*
Встречались они в уборной – в отделении, осененном беленой по дереву буквой – тоже «мэ». Уборная находилась на территории Управления, поэтому внутри было довольно чисто и просверленные сладострастной рукой дыры между кабинами были заколочены фанерой. Зато сквозь дырку в полу (имевшую форму амурного сердечка!) было прекрасно видно, как живет и дышит хорошо прогретое дерьмо, кипящее беленьким червячьем – на Механке этих червяков называли почему-то опарышами (в Управлении о подобных предметах говорить было не принято). Это кишение могло бы послужить еще более беспощадным, а следовательно, и еще более точным символом жизни, чем мальчишки, барахтающиеся в котловане.
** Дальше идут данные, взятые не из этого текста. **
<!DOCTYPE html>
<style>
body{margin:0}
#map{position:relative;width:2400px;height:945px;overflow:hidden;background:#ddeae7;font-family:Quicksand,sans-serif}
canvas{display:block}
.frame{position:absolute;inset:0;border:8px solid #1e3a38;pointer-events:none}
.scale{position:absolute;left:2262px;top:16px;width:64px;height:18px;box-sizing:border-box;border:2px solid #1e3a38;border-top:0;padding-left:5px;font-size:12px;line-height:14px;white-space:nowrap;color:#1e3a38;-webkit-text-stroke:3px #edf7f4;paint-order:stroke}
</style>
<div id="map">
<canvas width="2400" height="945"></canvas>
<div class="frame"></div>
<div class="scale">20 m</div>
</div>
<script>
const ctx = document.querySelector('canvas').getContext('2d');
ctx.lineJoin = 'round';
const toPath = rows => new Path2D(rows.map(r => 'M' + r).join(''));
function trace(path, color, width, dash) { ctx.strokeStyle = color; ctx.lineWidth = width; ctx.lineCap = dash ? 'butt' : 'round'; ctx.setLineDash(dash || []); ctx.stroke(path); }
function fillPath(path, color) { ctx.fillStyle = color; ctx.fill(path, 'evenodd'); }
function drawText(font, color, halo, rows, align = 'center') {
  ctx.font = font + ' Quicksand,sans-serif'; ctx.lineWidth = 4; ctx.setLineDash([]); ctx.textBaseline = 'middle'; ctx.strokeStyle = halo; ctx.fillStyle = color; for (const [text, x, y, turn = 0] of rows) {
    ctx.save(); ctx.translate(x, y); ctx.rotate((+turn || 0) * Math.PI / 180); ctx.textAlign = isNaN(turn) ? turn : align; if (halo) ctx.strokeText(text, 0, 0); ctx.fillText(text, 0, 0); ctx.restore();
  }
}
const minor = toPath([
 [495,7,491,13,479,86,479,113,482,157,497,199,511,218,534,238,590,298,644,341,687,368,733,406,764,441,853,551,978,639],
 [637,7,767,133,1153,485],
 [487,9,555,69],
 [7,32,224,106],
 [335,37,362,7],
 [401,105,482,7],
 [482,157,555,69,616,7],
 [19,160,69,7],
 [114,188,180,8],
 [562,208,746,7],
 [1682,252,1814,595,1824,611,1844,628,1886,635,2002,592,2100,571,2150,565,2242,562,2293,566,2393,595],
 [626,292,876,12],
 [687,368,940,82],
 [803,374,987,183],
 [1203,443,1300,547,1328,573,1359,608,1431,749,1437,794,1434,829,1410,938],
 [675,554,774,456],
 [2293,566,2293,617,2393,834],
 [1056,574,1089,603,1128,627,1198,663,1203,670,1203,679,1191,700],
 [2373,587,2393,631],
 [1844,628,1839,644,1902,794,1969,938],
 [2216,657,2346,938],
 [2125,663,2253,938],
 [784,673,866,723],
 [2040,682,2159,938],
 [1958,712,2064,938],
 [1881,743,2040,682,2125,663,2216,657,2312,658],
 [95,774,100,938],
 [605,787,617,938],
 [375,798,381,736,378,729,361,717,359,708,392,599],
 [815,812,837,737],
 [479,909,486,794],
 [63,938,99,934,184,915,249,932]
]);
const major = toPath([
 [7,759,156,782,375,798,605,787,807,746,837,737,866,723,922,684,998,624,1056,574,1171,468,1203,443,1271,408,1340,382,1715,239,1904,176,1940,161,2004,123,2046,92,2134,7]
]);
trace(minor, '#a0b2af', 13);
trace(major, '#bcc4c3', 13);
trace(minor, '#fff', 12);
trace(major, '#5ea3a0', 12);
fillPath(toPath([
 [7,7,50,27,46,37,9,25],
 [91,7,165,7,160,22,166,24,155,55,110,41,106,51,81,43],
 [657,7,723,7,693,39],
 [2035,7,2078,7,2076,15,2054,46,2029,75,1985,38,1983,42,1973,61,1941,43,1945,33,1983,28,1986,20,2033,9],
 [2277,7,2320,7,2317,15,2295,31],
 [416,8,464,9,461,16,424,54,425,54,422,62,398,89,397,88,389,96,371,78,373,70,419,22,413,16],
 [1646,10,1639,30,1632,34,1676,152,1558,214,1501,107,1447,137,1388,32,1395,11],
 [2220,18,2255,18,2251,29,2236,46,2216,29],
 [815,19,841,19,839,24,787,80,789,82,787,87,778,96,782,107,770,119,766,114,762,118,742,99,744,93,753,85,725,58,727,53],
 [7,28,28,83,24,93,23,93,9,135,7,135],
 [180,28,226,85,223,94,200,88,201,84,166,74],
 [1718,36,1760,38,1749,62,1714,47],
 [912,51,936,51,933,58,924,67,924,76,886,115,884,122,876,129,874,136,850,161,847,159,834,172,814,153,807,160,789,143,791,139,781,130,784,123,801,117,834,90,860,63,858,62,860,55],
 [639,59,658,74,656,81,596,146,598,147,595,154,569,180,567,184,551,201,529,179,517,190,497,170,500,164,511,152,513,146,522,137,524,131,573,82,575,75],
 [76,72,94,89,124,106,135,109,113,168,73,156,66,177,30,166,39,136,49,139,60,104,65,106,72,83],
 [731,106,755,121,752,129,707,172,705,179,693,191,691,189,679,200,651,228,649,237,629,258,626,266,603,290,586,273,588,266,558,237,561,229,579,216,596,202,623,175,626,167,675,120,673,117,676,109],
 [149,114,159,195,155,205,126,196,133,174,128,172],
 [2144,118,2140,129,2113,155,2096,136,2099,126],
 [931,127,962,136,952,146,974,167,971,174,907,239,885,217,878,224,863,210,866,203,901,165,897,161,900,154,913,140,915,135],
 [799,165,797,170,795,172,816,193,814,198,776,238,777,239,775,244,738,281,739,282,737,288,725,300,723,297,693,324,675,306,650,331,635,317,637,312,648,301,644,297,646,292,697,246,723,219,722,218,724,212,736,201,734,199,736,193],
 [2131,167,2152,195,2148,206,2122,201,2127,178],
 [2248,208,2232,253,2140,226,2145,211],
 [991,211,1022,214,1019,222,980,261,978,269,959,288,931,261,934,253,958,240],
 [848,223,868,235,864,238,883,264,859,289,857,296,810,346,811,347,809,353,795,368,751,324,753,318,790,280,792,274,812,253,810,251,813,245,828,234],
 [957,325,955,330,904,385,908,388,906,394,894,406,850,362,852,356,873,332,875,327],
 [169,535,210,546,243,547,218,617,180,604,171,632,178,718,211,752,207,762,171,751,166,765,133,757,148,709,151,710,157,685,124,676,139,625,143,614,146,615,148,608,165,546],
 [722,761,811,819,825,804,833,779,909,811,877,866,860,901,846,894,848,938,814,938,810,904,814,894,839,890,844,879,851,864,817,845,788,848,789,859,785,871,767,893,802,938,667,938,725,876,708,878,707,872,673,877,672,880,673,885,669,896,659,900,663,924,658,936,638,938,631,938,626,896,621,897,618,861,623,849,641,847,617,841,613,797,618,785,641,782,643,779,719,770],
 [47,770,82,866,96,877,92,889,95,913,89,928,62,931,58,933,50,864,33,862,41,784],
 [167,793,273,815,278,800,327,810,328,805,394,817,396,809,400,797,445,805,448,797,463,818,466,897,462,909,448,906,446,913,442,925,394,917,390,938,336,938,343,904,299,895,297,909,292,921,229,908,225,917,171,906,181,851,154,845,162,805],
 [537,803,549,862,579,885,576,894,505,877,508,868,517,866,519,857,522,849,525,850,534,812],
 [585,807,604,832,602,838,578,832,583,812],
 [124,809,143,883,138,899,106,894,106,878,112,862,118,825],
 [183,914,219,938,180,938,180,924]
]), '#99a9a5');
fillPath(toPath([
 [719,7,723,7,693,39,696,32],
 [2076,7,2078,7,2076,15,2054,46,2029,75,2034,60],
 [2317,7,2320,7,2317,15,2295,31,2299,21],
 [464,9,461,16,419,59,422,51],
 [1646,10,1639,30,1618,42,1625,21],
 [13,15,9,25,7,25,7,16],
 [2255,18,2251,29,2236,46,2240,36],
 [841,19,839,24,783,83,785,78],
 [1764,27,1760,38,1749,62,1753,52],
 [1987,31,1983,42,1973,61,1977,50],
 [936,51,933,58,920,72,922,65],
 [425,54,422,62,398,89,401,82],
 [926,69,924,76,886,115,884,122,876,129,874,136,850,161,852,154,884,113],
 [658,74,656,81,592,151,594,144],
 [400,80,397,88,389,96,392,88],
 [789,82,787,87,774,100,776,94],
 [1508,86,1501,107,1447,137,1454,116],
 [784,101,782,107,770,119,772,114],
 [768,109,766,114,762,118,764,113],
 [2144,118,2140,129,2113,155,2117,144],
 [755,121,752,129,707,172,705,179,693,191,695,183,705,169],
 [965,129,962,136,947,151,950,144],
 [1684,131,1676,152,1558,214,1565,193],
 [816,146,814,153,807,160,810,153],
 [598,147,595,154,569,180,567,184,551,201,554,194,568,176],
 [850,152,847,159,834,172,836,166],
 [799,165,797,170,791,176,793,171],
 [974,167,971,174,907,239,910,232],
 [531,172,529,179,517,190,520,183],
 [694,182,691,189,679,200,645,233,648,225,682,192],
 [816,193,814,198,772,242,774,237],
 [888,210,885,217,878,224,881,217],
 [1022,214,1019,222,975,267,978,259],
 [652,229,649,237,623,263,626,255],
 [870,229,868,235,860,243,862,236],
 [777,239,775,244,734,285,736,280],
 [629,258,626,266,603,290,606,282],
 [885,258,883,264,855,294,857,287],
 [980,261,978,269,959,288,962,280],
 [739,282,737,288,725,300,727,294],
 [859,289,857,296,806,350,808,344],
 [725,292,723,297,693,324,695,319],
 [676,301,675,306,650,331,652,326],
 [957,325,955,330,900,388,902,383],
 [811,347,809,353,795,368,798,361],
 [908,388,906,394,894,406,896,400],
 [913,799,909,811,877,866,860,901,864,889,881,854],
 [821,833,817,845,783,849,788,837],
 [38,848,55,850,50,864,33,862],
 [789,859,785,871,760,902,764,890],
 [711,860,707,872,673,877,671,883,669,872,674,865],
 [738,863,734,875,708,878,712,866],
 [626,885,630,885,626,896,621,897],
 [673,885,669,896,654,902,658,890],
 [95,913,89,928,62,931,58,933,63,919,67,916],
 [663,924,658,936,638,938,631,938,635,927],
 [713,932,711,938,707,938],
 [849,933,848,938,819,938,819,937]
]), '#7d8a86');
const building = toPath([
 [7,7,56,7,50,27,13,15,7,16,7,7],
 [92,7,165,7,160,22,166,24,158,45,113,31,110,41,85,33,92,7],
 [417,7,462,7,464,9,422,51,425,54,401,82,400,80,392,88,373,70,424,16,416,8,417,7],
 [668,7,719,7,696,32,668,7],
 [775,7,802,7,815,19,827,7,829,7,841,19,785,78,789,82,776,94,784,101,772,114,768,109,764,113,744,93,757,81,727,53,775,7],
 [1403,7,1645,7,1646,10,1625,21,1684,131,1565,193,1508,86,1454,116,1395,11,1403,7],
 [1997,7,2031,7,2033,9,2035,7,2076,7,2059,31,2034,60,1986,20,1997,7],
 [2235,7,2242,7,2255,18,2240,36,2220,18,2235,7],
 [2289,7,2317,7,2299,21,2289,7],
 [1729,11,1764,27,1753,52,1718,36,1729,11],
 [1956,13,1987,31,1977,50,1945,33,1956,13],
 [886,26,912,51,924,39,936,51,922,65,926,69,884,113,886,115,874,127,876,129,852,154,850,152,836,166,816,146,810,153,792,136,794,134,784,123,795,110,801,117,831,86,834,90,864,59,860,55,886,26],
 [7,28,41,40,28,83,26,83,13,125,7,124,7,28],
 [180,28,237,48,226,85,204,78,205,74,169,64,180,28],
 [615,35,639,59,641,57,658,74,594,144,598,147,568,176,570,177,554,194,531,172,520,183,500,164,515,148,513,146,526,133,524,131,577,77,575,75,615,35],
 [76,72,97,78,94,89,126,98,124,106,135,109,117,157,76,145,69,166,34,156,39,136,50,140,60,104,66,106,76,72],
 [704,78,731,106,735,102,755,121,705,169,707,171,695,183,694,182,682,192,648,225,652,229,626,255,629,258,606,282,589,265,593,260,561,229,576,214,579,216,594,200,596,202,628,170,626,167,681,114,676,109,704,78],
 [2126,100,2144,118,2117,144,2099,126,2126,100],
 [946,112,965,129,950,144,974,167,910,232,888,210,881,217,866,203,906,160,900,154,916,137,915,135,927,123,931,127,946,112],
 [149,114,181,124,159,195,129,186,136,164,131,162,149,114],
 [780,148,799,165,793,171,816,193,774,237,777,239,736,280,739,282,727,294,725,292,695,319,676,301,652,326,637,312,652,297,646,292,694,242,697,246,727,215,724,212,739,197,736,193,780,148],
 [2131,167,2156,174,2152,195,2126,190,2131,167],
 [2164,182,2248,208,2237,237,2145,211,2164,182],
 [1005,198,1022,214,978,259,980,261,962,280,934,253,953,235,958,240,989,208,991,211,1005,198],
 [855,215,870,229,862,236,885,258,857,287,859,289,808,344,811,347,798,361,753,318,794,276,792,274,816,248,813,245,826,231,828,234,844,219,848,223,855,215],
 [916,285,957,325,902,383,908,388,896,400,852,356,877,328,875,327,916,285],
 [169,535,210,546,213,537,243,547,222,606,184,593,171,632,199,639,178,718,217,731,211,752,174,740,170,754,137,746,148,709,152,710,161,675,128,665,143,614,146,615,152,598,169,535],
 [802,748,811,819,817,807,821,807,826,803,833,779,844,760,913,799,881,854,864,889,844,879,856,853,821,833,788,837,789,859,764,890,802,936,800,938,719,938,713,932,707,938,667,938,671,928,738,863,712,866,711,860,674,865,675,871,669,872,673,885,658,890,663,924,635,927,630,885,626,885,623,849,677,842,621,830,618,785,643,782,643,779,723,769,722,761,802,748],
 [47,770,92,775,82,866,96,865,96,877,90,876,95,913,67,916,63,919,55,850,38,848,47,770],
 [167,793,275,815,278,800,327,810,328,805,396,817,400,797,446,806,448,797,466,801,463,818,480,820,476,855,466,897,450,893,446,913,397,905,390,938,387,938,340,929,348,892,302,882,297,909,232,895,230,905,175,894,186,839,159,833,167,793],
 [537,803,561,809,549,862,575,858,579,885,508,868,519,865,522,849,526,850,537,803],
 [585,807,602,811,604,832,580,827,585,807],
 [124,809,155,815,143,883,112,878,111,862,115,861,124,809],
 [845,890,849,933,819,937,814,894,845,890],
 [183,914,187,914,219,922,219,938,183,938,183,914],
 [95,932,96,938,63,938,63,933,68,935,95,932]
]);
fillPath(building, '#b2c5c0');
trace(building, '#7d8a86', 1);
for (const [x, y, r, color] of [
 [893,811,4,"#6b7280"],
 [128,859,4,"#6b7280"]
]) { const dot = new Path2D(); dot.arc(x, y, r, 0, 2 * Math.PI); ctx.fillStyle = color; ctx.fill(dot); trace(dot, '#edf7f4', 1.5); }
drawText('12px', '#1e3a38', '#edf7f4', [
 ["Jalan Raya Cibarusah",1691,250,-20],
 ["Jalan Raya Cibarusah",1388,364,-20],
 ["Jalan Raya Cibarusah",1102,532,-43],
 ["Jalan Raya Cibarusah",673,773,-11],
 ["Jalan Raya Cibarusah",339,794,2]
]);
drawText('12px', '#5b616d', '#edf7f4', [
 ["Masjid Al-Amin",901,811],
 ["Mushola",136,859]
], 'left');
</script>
Всадница без головы дожидалась Иридия Викторовича в щели под крышей – дома не было места настолько укромного, чтобы Иридий Викторович уже через минуту не начинал изнывать от страха, что вот в этот самый миг мама… Он ежеминутно перепрятывал фотографию, одурев однажды до того, что забыл ее на кухонном столе – оперенное «мэ» бросалось в глаза, словно приглашение в мужской сортир. Вспоминая об этом, Иридий Викторович и через десять лет каждый раз едва не крестился – только не знал в точности, как это делается, и боялся показаться себе сумасшедшим.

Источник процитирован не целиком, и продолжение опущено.